The formula to improve safety: Data driven strategies for enhanced patient care
How do you learn from incidents where there may be a potentially volatile situation to create a safer environment for staff and a better experience for patients?
Pam Johnston, Nurse Manager at St. Joseph’s Healthcare Hamilton, and her team in Psychiatric Emergency Services, have found a way.
Pam and the Psychiatric Emergency Services team are examining information from Code White calls to determine methods of providing better and safer care. A “Code White” is one of St. Joseph’s emergency codes and is a safe and non-violent crisis intervention strategy. It is activated when someone requires immediate response to assist with a situation in which there is violence or threat of violence to self or others, and additional resources are required to manage the situation safely. Activating a Code White results in a team of trained and certified hospital staff going to the location of the call with the intent of de-escalating the situation to try to keep everyone safe and offer support for the clinical team. The code white team uses verbal de-escalation techniques and exhausts all least intrusive, least restrictive alternatives. St. Joe’s is monitoring Code White calls, standardizing Code White debriefing sessions and encouraging monitoring of trends in Code White data to look for opportunities to improve care and safety.

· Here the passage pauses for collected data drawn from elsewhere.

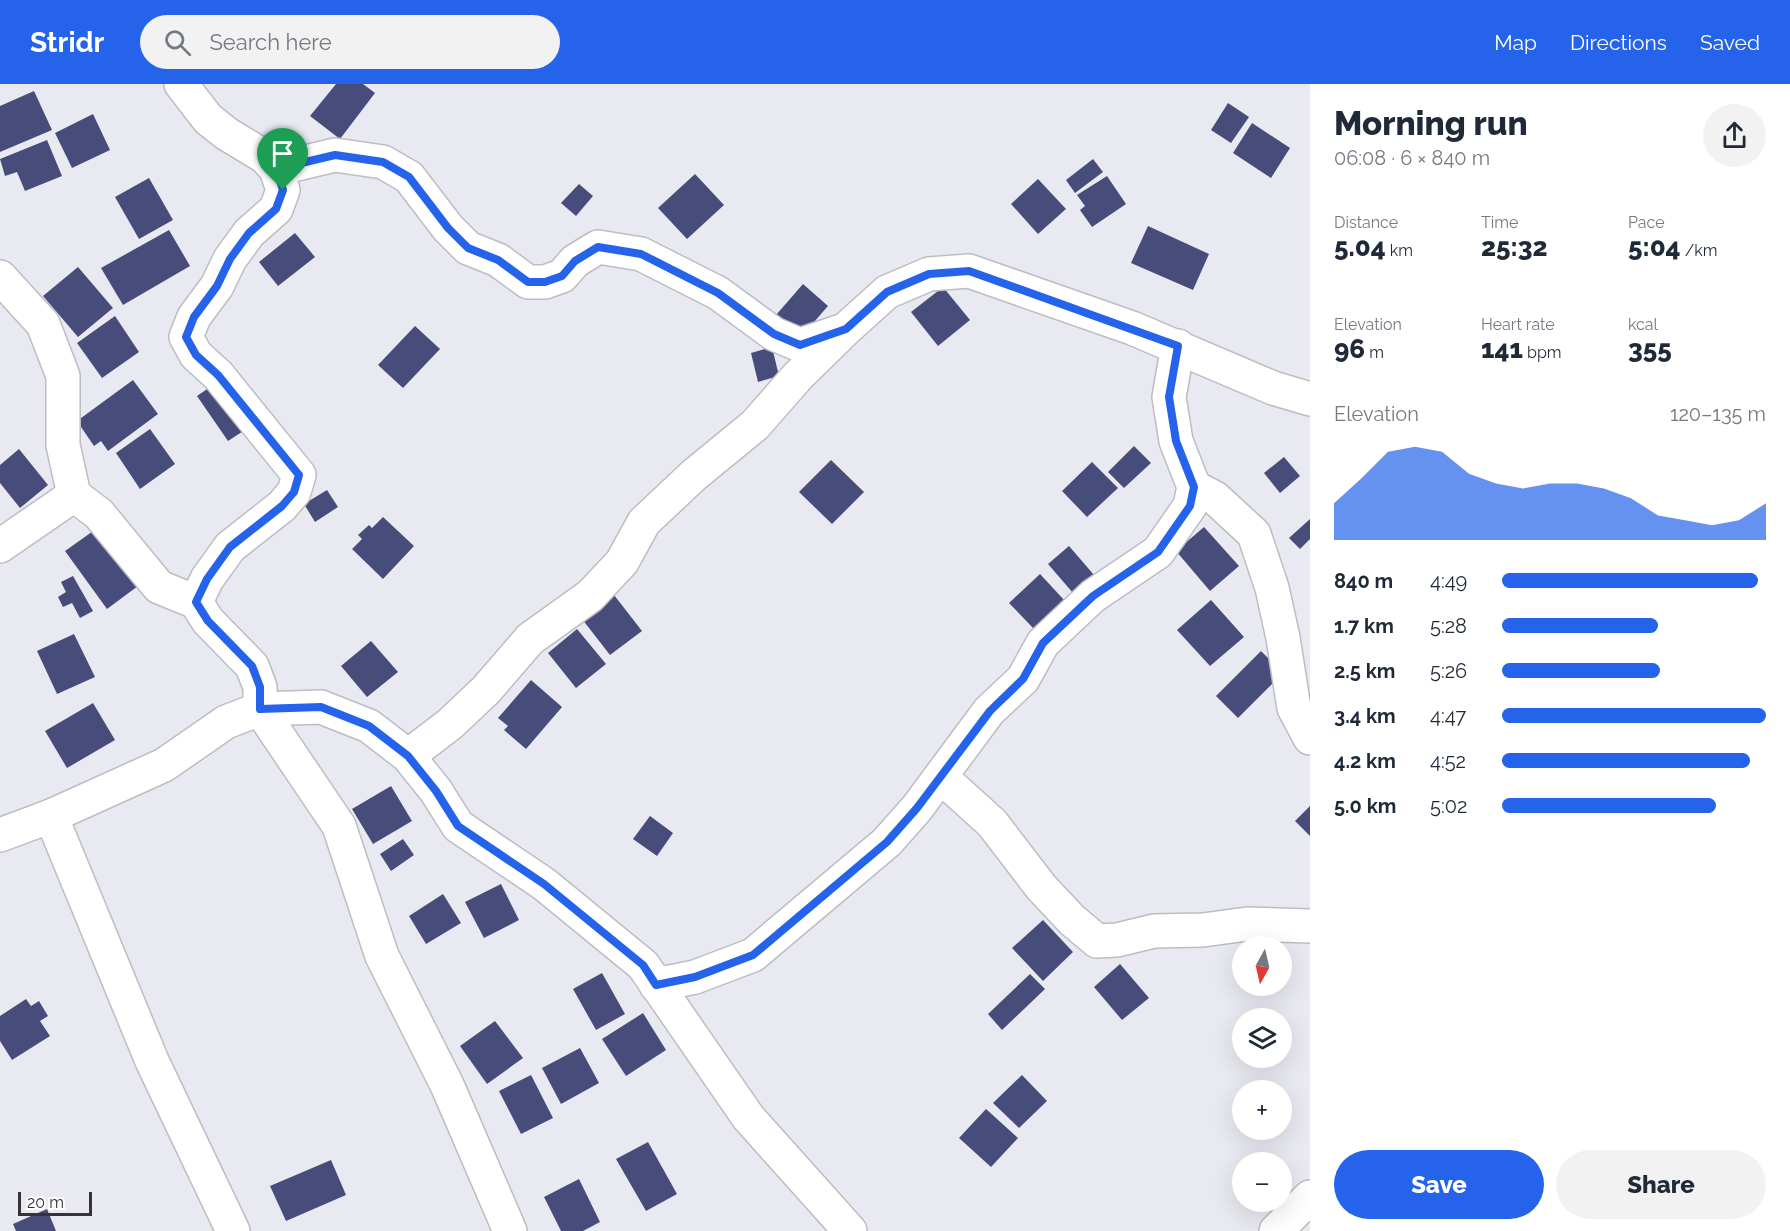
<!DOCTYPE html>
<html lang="en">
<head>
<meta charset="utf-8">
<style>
  :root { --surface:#fff; --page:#f2f2f3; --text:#1f2937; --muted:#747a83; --accent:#2563eb }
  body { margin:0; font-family:Raleway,sans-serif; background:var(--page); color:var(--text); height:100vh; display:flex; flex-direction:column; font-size:22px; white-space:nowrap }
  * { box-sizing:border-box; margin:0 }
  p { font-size:20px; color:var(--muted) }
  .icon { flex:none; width:33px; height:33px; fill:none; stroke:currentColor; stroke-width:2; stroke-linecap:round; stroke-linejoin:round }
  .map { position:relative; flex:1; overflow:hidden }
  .sheet { display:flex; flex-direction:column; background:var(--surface); width:480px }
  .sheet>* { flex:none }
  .needle { width:39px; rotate:188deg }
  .buttons { position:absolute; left:1232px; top:852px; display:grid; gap:12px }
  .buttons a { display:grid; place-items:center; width:60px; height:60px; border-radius:50%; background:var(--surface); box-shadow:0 6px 24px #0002; font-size:30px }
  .scale { position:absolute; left:18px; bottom:15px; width:74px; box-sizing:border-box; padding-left:6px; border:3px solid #343437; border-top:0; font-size:16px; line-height:21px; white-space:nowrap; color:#343437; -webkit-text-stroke:4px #fff; paint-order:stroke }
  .pin { position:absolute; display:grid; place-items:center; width:51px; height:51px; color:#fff; margin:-62px -26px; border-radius:50% 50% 50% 0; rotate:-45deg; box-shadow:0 0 6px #0007 }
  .pin .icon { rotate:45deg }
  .round { display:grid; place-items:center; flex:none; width:63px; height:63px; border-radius:32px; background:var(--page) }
  .head { display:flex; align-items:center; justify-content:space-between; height:102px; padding:0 24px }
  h1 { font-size:33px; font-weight:800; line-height:45px }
  .figures { display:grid; grid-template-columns:repeat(3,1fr); gap:9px; height:102px; padding:6px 24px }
  .figures div { display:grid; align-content:center }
  .figures b { font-size:26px; font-weight:800 }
  .figures small { font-size:16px; font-weight:400 }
  .figures p { font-size:16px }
  .chart { height:168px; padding:12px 24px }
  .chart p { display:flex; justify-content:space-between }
  .chart svg { width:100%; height:108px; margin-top:6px; fill:var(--accent); opacity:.7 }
  .primary-button { display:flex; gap:12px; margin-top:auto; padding:12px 24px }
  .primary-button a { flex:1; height:69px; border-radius:36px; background:var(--accent); color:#fff; font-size:24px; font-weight:800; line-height:69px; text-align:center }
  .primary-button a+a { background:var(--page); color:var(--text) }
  ul { padding:0 24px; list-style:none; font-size:20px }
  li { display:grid; grid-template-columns:96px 72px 1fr; align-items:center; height:45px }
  li i { height:15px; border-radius:8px; background:var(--accent) }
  header { display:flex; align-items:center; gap:36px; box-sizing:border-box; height:84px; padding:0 30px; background:var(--accent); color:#fff }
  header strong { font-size:28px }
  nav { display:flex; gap:33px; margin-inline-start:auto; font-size:21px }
  .search { width:420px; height:54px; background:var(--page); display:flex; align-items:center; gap:15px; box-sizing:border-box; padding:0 21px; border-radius:33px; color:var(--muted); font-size:22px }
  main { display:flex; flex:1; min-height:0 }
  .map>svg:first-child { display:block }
  .building { fill:#484c7a }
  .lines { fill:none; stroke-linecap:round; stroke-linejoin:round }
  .minor-casing { stroke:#bcbdc3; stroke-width:36 }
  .minor { stroke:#fff; stroke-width:33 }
  .route-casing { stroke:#fff; stroke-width:12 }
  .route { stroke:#2563eb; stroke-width:8 }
</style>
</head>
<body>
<header>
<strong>Stridr</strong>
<div class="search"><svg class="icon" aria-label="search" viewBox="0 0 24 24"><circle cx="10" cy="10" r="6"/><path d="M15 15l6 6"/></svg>Search here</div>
<nav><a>Map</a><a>Directions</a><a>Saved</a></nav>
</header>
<main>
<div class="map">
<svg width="1310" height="1147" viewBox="0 0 1310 1147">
  <rect width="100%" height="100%" fill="#e9eaf1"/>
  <g class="building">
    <path d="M336 0H363L375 9 340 55 310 32Z"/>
    <path d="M34 7 52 46 0 68V22Z"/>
    <path d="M1228 19 1249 33 1231 59 1211 46Z"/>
    <path d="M93 30 110 66 72 84 55 49Z"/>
    <path d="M1252 39 1290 64 1271 94 1233 69Z"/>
    <path d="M47 56 62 92 25 107 17 88 5 92 0 75Z"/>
    <path d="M1093 75 1103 88 1075 109 1066 96Z"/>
    <path d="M695 90 724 121 687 155 658 124Z"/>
    <path d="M1107 92 1126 120 1092 143 1080 126 1085 122 1077 111Z"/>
    <path d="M149 94 173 136 139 155 115 113Z"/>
    <path d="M1038 95 1066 125 1038 150 1011 120Z"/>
    <path d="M579 100 593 112 576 132 561 119Z"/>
    <path d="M1148 142 1209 170 1193 206 1131 179Z"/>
    <path d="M169 146 190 182 123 221 101 184Z"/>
    <path d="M295 149 315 173 278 202 259 178Z"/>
    <path d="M78 183 113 224 78 253 43 212Z"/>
    <path d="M803 200 828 222 801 253 776 231Z"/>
    <path d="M943 203 970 236 938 262 911 228Z"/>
    <path d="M115 232 139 268 102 294 77 259Z"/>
    <path d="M415 242 440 265 403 304 378 281Z"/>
    <path d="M772 263 779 292 758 298 751 269Z"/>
    <path d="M133 296 158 330 108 367 101 357 94 362 77 337Z"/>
    <path d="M216 299 248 344 228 357 197 312Z"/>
    <path d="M150 345 175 380 140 405 116 369Z"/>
    <path d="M1134 362 1151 379 1124 404 1108 388Z"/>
    <path d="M19 365 48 401 20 424 0 399V381Z"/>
    <path d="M1284 373 1300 392 1280 409 1264 389Z"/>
    <path d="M831 376 864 408 832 440 799 408Z"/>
    <path d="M1092 378 1118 404 1087 433 1062 407Z"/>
    <path d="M327 406 338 423 315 438 304 420Z"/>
    <path d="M383 433 414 462 383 495 352 465 362 455 358 451 369 441 372 444Z"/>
    <path d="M1310 435V455L1300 465 1289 454Z"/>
    <path d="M1204 443 1239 482 1210 507 1176 467Z"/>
    <path d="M96 445 138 502 107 525 65 467Z"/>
    <path d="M1069 462 1094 491 1073 509 1048 480Z"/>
    <path d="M1040 490 1065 517 1034 545 1009 519Z"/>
    <path d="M73 492 93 527 80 534 72 519 63 523 58 513 66 508 61 498Z"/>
    <path d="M614 511 642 547 610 571 582 535Z"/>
    <path d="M1211 516 1244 553 1210 582 1177 546Z"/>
    <path d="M577 545 606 580 576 604 548 569Z"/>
    <path d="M74 550 95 593 57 610 37 567Z"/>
    <path d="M371 557 398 588 367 613 341 582Z"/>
    <path d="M1261 567 1283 589 1238 634 1216 612Z"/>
    <path d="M531 596 562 623 526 665 504 646 508 642 498 634Z"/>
    <path d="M93 619 115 656 67 684 45 647Z"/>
    <path d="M391 702 412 737 373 760 352 725Z"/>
    <path d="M1310 722V752L1295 737Z"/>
    <path d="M650 732 673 749 657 772 633 755Z"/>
    <path d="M403 755 414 771 391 787 380 770Z"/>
    <path d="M501 800 519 836 484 854 465 818Z"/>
    <path d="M443 810 461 839 426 860 409 832Z"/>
    <path d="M1043 836 1073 868 1043 897 1012 864Z"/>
    <path d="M1120 880 1149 914 1122 936 1094 903Z"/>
    <path d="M602 889 625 930 596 946 573 905Z"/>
    <path d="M1030 890 1045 905 1002 946 988 930Z"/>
    <path d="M26 915 31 922 39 917 48 932 40 937 50 952 12 976 0 957V932Z"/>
    <path d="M643 929 666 966 626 992 602 955Z"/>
    <path d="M495 937 523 974 487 1000 460 962Z"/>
    <path d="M580 964 599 999 561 1020 542 984Z"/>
    <path d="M531 991 553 1034 521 1050 499 1007Z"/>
    <path d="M1022 991 1047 1017 1019 1044 993 1019Z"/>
    <path d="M986 1025 1018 1054 991 1083 959 1054Z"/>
    <path d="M648 1058 677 1110 646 1127 616 1075Z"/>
    <path d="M331 1076 346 1111 286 1137 270 1102Z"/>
    <path d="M579 1095 600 1138 583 1147H561L544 1113Z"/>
    <path d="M47 1125 56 1147H16L13 1140Z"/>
  </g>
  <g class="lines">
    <defs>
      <g id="minor">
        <path d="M181 0 208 35 227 50 265 73 276 85 283 106 276 125 249 149 230 175 217 202 194 233 186 253 196 271 218 291 299 391 294 408 282 422 230 463 207 495 196 518 208 537 252 582 260 603V625L339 742 382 872 447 1001 510 1147"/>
        <path d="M276 85 335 71 383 78 409 93 448 144 468 164 498 176 528 198H545L562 192 575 177 598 163 641 170 718 209 774 250 800 261 841 247"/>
        <path d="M0 193 43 240 63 292V361L74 411 99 430 159 503 196 518"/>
        <path d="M1194 403 1215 414 1254 450 1272 504 1283 554 1294 624 1310 654"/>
        <path d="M0 462 74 411"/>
        <path d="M408 672 450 640 486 606 530 555 590 512 622 478 644 438 694 391 755 341 798 292 846 245 887 208 929 190 969 187 1132 244 1273 304 1310 315"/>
        <path d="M941 693 992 739 1041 803 1072 836 1097 857 1117 856 1154 847 1203 846 1247 840 1310 842"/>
        <path d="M51 732 152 977 233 1147"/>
        <path d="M0 751 51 732 164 681 226 638 260 625 321 623 369 642 408 672 436 707 458 742 544 800 643 881 748 1033 850 1147"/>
        <path d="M656 901 695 893 753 871 887 758 917 724 989 627 1023 595 1043 559 1093 512 1158 468 1190 422 1194 403 1176 357 1169 313 1178 262"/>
        <path d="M1276 1147 1310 1113"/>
      </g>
    </defs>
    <use href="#minor" class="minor-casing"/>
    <use href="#minor" class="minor"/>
  </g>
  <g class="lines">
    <defs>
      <path id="route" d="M335 71 383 78 409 93 448 144 468 164 498 176 528 198H545L562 192 575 177 598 163 641 170 718 209 774 250 800 261 846 245 887 208 929 190 969 187 1178 262 1169 313 1176 357 1194 403 1190 422 1158 468 1093 512 1043 559 1023 595 990 627 917 724 887 758 753 871 695 893 656 901 643 881 544 800 458 742 436 707 408 672 369 642 321 623 260 625V603L252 582 208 537 196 518 207 495 230 463 282 422 294 408 299 391 218 291 196 271 186 253 194 233 217 202 230 175 249 149 276 125 283 106 276 85Z"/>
    </defs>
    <use href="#route" class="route-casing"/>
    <use href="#route" class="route"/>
  </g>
</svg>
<div class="buttons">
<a><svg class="needle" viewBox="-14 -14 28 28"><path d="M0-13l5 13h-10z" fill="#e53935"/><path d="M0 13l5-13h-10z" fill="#747a83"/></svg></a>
<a><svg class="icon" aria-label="layers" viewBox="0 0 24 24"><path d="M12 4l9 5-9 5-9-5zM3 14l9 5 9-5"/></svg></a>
<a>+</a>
<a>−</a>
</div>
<div class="scale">20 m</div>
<div class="pin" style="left:283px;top:106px;background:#1e9e55"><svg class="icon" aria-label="arrive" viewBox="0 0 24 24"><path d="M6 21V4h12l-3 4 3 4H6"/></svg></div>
</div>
<section class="sheet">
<div class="head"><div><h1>Morning run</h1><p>06:08 · 6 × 840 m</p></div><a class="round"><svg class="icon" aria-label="share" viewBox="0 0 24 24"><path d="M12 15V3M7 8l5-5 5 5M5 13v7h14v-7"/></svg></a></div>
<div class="figures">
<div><p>Distance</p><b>5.04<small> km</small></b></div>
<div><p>Time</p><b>25:32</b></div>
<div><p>Pace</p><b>5:04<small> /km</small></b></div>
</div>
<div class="figures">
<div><p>Elevation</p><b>96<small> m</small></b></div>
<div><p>Heart rate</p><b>141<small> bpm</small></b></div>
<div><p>kcal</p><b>355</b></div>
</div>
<div class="chart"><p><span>Elevation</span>120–135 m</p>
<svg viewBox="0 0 160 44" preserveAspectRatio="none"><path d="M0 44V29L10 19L20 8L30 6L40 8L50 17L60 21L70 23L80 21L90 21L100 23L110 27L120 34L130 36L140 38L150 36L160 29V44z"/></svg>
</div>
<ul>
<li><b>840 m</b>4:49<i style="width:97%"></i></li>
<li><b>1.7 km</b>5:28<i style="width:59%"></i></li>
<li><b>2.5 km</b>5:26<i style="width:60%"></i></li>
<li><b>3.4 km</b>4:47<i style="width:100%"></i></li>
<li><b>4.2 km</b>4:52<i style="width:94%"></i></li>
<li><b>5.0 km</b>5:02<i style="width:81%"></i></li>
</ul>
<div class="primary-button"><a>Save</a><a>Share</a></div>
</section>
</main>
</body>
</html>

Pam shares Code White activation data with her team in psychiatric emergency services, and works with the team to come up with changes to continually improve safety and to ensure high quality patient care.
One major change is the creation of a new position to partner a mental health nurse with the physician working in the initial assessment area of the emergency department. This partnership has decreased the placement of patients at low risk of aggression into a locked setting in psychiatric emergency services, where they may become more agitated.
Additionally, the psychiatric emergency services team has focused on identifying risk much quicker and uses a number of tools to become familiar with the patient’s history, as well as complete an immediate mental status examination.
“Data is the start of how we make positive changes here,” says Pam. “You need data to understand what your program needs, what your patients and staff need, where the gaps might be and what you are doing well. Data is invaluable to psychiatric emergency services. It drives us toward every initiative we’ve implemented.”
The Psychiatric Emergency Services (PES) team knows that calling a Code White is an important safety measure and that it’s never wrong to call a code. They also provide a learning experience and opportunity for further safety measures and tactics that have led to significant improvements for the team. Among other efforts, Pam credits the following changes as the drivers for the positive improvements on her team:
- Quickly building therapeutic rapport and creating trust with patients – Whether it’s taking the time to listen, or offering patients a cup of tea, the PES team is actively working to understand the patient’s needs and plan for best patient care.
- Active use of a comfort cart – Using the comfort cart, the PES team has a number of tools at the ready that have helped to effectively reduce anxiety.
- Code white debriefing – Every PES team member participates in Code White debriefs to learn in real time if there is anything that could have been done better and to discuss options for intervening earlier.
- Continuity of care by a PES physician – A new shift schedule was implemented for staff psychiatrists to improve continuity of care with patients.